#### [Try it]
Check each line of the data below for the word "диспансер", then extract the ones that have it.

Provided material: Begin

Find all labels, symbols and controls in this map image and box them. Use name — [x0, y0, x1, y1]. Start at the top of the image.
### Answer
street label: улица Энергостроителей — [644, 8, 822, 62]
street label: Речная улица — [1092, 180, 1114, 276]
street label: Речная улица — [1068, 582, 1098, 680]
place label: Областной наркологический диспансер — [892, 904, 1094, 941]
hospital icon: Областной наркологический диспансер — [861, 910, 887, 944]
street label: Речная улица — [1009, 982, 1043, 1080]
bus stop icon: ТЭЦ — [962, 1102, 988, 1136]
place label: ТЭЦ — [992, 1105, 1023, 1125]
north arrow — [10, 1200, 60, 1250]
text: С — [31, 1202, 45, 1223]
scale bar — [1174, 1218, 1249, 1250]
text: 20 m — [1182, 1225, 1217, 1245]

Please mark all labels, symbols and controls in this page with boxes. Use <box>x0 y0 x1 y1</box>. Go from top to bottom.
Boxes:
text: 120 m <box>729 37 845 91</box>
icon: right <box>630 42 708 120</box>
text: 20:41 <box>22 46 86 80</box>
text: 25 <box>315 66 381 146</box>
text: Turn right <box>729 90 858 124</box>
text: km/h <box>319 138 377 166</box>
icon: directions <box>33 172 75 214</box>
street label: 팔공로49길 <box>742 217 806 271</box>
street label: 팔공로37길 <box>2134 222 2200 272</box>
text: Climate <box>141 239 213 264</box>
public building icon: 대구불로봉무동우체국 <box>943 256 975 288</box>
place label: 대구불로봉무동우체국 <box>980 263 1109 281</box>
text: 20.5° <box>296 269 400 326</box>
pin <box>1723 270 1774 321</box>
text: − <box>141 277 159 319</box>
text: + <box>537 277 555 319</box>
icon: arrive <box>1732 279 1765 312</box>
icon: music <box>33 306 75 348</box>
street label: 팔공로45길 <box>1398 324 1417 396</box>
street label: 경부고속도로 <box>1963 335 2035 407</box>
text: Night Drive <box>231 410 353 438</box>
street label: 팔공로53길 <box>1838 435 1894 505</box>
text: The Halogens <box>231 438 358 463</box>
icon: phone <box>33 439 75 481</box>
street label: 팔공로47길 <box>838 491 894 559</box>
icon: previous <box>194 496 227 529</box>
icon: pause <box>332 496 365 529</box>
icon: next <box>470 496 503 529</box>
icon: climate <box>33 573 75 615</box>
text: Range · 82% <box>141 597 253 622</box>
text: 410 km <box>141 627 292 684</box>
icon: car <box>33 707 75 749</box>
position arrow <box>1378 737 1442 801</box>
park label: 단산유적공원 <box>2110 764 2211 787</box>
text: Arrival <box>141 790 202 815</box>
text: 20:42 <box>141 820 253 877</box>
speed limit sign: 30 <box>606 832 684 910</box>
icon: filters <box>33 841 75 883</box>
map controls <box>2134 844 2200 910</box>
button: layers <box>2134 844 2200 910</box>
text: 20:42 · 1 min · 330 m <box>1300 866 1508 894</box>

Provided material: End

#### [Answer below]
place label: Областной наркологический диспансер — [892, 904, 1094, 941]
hospital icon: Областной наркологический диспансер — [861, 910, 887, 944]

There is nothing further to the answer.